-- WHAT THE TASK ASKS --
The result should be a word-for-word retyping of the entries below, free of pictures.

### GIVEN RECORDS ###

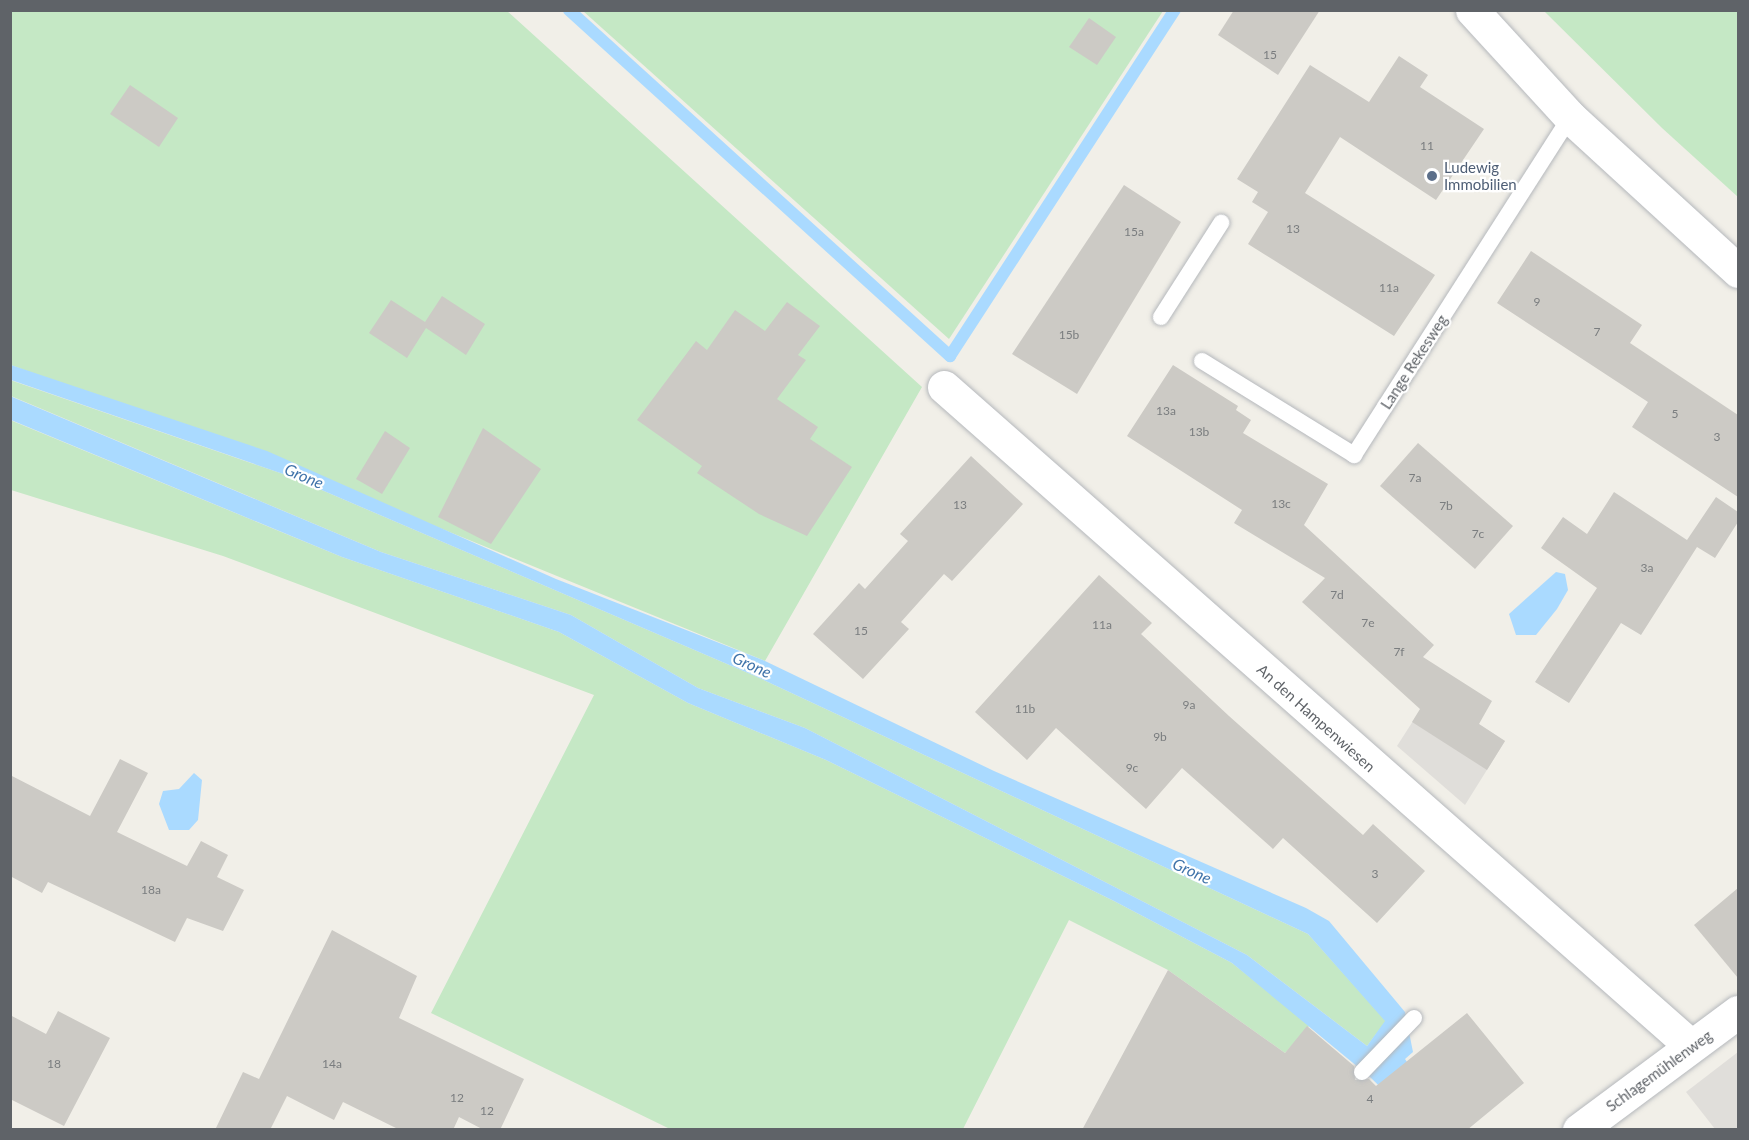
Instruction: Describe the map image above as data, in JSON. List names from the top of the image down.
{
  "streets": {
    "street": ["An den Hampenwiesen", "Schlagemühlenweg"],
    "lane": ["Lange Rekesweg"]
  },
  "crossings": [
    ["An den Hampenwiesen", "Schlagemühlenweg"]
  ],
  "water": ["Grone"],
  "places": ["Ludewig Immobilien"],
  "house_numbers": [
    "15",
    "11",
    "13",
    "15a",
    "11a",
    "9",
    "7",
    "15b",
    "13a",
    "5",
    "13b",
    "3",
    "7a",
    "13c",
    "13",
    "7b",
    "7c",
    "3a",
    "7d",
    "7e",
    "11a",
    "15",
    "7f",
    "9a",
    "11b",
    "9b",
    "9c",
    "3",
    "18a",
    "18",
    "14a",
    "12",
    "4",
    "12"
  ]
}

###

-- RESPONSE AREA --
Instruction: Describe the map image above as data, in JSON. List names from the top of the image down.
{
  "streets": {
    "street": ["An den Hampenwiesen", "Schlagemühlenweg"],
    "lane": ["Lange Rekesweg"]
  },
  "crossings": [
    ["An den Hampenwiesen", "Schlagemühlenweg"]
  ],
  "water": ["Grone"],
  "places": ["Ludewig Immobilien"],
  "house_numbers": [
    "15",
    "11",
    "13",
    "15a",
    "11a",
    "9",
    "7",
    "15b",
    "13a",
    "5",
    "13b",
    "3",
    "7a",
    "13c",
    "13",
    "7b",
    "7c",
    "3a",
    "7d",
    "7e",
    "11a",
    "15",
    "7f",
    "9a",
    "11b",
    "9b",
    "9c",
    "3",
    "18a",
    "18",
    "14a",
    "12",
    "4",
    "12"
  ]
}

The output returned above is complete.